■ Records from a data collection
____________

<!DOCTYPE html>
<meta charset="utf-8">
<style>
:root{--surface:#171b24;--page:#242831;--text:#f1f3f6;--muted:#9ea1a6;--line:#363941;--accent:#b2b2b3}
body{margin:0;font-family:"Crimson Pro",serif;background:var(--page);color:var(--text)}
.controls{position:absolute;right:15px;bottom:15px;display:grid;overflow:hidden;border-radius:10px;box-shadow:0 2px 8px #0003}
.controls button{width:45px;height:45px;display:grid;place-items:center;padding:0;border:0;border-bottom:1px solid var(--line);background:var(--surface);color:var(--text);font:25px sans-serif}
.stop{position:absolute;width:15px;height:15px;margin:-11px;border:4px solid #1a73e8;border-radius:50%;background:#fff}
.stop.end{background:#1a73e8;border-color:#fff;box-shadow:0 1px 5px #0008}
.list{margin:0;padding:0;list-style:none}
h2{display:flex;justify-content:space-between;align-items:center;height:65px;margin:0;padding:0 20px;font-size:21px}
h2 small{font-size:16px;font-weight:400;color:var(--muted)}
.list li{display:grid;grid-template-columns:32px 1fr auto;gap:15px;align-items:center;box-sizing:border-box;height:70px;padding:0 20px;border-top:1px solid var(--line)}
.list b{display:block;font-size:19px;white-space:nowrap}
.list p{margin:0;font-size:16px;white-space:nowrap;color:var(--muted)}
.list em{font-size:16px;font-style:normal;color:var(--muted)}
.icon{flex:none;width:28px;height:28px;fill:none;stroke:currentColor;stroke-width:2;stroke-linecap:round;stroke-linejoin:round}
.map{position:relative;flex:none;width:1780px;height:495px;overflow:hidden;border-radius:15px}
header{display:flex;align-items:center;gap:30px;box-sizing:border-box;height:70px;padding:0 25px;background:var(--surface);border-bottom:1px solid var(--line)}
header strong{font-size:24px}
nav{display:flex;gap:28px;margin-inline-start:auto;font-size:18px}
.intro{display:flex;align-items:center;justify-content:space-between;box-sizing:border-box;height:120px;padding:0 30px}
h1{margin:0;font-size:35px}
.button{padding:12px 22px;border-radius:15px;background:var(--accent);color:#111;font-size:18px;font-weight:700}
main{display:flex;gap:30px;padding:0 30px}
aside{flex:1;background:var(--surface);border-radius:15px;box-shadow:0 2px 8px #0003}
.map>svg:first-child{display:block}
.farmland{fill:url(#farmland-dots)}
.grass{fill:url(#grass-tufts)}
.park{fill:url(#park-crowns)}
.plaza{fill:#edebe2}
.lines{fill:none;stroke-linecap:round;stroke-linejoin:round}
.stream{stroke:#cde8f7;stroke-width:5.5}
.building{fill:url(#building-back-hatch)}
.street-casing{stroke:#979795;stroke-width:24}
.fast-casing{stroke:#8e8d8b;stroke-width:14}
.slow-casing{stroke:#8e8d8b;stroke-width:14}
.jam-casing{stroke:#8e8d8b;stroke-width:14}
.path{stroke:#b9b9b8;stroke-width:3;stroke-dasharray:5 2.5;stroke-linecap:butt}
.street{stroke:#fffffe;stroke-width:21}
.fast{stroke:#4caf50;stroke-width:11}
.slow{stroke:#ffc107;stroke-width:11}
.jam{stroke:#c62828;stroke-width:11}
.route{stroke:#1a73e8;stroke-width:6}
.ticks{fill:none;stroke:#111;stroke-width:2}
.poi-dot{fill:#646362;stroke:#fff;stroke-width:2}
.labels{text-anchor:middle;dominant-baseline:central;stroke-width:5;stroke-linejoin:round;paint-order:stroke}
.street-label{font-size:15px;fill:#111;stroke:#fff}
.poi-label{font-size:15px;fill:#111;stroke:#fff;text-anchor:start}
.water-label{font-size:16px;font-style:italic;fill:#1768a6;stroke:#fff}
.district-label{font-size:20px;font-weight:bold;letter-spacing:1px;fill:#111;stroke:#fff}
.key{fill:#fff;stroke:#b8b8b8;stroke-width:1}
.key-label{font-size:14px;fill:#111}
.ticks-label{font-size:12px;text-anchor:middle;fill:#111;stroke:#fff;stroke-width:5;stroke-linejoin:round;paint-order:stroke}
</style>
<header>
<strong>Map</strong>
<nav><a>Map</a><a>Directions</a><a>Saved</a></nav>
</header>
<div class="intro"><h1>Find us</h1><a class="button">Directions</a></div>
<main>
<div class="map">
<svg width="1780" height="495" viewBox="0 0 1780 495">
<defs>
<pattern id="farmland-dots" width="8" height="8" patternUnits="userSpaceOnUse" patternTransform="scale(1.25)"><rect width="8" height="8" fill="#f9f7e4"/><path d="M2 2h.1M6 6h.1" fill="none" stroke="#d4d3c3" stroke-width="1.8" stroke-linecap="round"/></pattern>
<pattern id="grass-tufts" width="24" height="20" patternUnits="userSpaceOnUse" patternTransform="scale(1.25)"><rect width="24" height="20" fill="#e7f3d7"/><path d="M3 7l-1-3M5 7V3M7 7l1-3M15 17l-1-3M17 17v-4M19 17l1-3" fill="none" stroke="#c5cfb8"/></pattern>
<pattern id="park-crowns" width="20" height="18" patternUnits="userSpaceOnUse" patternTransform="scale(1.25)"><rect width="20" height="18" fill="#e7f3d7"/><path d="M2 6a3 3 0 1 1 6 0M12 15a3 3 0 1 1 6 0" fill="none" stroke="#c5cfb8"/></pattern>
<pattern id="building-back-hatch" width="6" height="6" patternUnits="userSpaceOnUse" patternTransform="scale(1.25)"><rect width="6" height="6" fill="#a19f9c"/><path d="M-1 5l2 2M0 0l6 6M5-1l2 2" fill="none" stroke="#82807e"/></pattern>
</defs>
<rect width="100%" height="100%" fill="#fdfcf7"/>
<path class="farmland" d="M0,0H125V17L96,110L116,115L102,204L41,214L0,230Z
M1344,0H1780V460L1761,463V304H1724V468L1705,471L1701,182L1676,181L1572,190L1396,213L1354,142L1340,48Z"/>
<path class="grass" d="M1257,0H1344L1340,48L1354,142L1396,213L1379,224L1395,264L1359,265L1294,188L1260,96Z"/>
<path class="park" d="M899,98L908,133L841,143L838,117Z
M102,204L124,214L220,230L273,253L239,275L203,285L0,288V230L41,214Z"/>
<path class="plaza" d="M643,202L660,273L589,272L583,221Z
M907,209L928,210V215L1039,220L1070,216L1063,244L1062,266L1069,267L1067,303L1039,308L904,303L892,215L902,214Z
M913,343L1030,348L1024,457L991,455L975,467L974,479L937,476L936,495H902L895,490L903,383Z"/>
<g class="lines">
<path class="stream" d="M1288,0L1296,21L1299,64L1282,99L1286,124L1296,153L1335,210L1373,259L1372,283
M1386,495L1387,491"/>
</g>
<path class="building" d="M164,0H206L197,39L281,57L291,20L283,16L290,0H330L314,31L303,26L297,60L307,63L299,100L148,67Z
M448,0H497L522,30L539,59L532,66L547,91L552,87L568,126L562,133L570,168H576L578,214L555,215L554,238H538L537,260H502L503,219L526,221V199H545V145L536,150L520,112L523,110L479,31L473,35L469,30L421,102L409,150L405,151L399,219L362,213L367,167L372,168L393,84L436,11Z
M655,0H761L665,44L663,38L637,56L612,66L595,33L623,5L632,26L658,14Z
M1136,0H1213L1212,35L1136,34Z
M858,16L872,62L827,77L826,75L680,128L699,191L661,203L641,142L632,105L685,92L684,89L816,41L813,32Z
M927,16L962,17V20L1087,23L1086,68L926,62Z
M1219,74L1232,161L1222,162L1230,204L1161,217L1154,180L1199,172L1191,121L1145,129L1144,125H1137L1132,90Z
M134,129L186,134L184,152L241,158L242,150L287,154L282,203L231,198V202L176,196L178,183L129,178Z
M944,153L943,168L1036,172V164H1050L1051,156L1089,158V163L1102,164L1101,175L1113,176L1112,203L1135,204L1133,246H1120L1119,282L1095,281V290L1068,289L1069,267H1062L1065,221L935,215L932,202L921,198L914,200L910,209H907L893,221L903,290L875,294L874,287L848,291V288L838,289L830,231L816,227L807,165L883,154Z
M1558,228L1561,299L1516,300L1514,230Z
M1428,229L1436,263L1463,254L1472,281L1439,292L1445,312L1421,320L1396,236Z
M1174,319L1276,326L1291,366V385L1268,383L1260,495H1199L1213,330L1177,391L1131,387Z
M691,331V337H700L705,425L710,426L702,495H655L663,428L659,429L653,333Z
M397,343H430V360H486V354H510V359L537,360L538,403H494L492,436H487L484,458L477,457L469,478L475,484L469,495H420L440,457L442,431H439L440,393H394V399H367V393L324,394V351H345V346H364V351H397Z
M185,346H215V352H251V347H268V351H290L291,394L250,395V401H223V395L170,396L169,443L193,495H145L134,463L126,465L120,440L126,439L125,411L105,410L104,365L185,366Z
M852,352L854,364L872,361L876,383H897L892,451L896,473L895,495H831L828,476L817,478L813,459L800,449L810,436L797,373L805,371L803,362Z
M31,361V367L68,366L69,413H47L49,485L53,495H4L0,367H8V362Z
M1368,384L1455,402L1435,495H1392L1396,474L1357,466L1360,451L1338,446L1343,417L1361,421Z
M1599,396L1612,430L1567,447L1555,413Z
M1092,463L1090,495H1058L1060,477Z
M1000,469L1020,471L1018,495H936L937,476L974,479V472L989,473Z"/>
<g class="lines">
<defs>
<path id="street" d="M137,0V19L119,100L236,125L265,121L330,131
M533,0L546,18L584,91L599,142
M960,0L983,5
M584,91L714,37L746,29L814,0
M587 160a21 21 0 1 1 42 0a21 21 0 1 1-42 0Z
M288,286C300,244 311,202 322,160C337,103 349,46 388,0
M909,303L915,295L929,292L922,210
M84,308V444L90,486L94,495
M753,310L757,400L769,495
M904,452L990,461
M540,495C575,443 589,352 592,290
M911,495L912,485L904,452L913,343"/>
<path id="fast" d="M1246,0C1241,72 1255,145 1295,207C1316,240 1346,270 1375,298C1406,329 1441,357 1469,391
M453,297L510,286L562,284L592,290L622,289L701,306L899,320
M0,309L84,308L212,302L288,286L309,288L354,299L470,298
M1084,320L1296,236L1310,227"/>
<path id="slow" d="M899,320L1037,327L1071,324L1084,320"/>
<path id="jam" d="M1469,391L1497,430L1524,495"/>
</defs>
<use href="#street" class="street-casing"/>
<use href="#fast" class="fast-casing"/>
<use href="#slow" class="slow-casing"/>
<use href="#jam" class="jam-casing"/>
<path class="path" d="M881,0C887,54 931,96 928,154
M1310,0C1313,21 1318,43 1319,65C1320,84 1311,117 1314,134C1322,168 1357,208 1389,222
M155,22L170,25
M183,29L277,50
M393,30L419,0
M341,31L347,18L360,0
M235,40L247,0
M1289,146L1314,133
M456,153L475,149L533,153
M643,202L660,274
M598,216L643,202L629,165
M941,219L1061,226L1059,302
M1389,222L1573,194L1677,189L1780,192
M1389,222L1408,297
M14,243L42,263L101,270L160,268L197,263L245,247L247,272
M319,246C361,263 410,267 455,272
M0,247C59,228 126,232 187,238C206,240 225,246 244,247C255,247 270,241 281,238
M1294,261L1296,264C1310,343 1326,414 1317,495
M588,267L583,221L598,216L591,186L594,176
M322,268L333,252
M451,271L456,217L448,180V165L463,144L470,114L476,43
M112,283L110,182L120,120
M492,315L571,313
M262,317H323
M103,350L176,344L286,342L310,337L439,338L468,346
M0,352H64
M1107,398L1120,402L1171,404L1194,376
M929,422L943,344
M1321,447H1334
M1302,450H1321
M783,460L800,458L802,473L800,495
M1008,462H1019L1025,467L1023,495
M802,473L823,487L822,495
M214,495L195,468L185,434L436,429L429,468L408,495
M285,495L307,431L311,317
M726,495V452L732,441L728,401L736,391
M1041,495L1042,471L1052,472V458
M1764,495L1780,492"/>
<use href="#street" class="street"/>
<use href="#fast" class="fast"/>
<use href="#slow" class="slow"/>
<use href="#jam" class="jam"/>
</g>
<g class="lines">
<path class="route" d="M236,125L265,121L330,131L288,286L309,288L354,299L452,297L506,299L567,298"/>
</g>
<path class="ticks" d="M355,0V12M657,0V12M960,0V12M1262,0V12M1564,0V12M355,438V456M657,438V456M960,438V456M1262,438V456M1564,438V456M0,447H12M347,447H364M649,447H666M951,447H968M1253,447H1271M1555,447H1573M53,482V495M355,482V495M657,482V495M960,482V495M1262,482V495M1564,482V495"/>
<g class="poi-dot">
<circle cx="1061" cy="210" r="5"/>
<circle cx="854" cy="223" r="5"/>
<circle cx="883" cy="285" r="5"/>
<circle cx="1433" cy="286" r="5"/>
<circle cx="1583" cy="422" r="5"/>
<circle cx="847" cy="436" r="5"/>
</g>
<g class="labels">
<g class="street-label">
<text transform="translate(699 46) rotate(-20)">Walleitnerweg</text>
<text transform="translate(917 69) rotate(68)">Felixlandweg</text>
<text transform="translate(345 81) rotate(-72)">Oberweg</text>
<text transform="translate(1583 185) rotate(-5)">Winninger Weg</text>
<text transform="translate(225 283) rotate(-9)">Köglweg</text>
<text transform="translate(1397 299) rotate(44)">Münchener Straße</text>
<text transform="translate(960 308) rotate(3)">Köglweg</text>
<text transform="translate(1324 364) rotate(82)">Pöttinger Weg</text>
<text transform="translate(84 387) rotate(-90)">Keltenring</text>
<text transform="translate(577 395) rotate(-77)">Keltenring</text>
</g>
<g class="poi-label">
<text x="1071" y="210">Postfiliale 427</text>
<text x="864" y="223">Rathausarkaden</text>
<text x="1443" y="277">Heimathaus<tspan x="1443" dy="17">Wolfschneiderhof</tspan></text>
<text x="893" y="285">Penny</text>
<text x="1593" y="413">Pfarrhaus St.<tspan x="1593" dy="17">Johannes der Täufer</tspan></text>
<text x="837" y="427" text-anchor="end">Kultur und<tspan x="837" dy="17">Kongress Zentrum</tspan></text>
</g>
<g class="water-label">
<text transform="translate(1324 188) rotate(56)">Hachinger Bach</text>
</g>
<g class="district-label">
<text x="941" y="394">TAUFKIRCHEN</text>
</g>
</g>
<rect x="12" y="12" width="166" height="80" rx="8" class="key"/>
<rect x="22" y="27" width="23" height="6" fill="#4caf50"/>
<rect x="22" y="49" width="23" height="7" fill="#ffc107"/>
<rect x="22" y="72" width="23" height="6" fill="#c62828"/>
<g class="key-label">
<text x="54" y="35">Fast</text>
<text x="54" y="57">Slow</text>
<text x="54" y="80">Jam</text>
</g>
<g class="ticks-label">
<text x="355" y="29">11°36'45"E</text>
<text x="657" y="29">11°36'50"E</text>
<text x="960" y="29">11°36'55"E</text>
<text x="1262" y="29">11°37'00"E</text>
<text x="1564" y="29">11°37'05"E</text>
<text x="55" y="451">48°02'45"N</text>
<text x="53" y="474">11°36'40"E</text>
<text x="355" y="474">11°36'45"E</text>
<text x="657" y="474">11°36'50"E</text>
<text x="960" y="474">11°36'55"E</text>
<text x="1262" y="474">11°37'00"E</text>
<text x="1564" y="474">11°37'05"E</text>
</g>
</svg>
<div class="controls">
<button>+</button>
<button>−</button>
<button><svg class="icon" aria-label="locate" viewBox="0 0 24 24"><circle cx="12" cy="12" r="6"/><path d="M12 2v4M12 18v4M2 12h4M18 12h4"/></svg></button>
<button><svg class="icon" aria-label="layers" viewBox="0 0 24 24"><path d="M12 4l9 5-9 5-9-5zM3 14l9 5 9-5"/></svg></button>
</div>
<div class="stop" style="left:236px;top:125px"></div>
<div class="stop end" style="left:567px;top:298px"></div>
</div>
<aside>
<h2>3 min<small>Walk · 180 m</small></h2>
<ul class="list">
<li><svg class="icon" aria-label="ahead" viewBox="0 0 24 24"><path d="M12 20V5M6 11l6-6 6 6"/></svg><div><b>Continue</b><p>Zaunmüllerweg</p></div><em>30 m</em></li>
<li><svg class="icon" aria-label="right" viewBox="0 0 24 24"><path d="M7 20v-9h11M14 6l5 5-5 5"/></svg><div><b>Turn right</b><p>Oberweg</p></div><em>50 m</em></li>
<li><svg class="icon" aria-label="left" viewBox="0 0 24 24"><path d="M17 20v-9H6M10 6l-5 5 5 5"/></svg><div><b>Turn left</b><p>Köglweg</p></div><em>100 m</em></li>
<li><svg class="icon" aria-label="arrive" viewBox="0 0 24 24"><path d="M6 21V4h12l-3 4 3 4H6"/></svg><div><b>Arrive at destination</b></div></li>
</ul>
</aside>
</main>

____________

■ TO DO
Copy out each line of the data containing the string "hidden".

■ EXERCISE RESULT
.controls{position:absolute;right:15px;bottom:15px;display:grid;overflow:hidden;border-radius:10px;box-shadow:0 2px 8px #0003}
.map{position:relative;flex:none;width:1780px;height:495px;overflow:hidden;border-radius:15px}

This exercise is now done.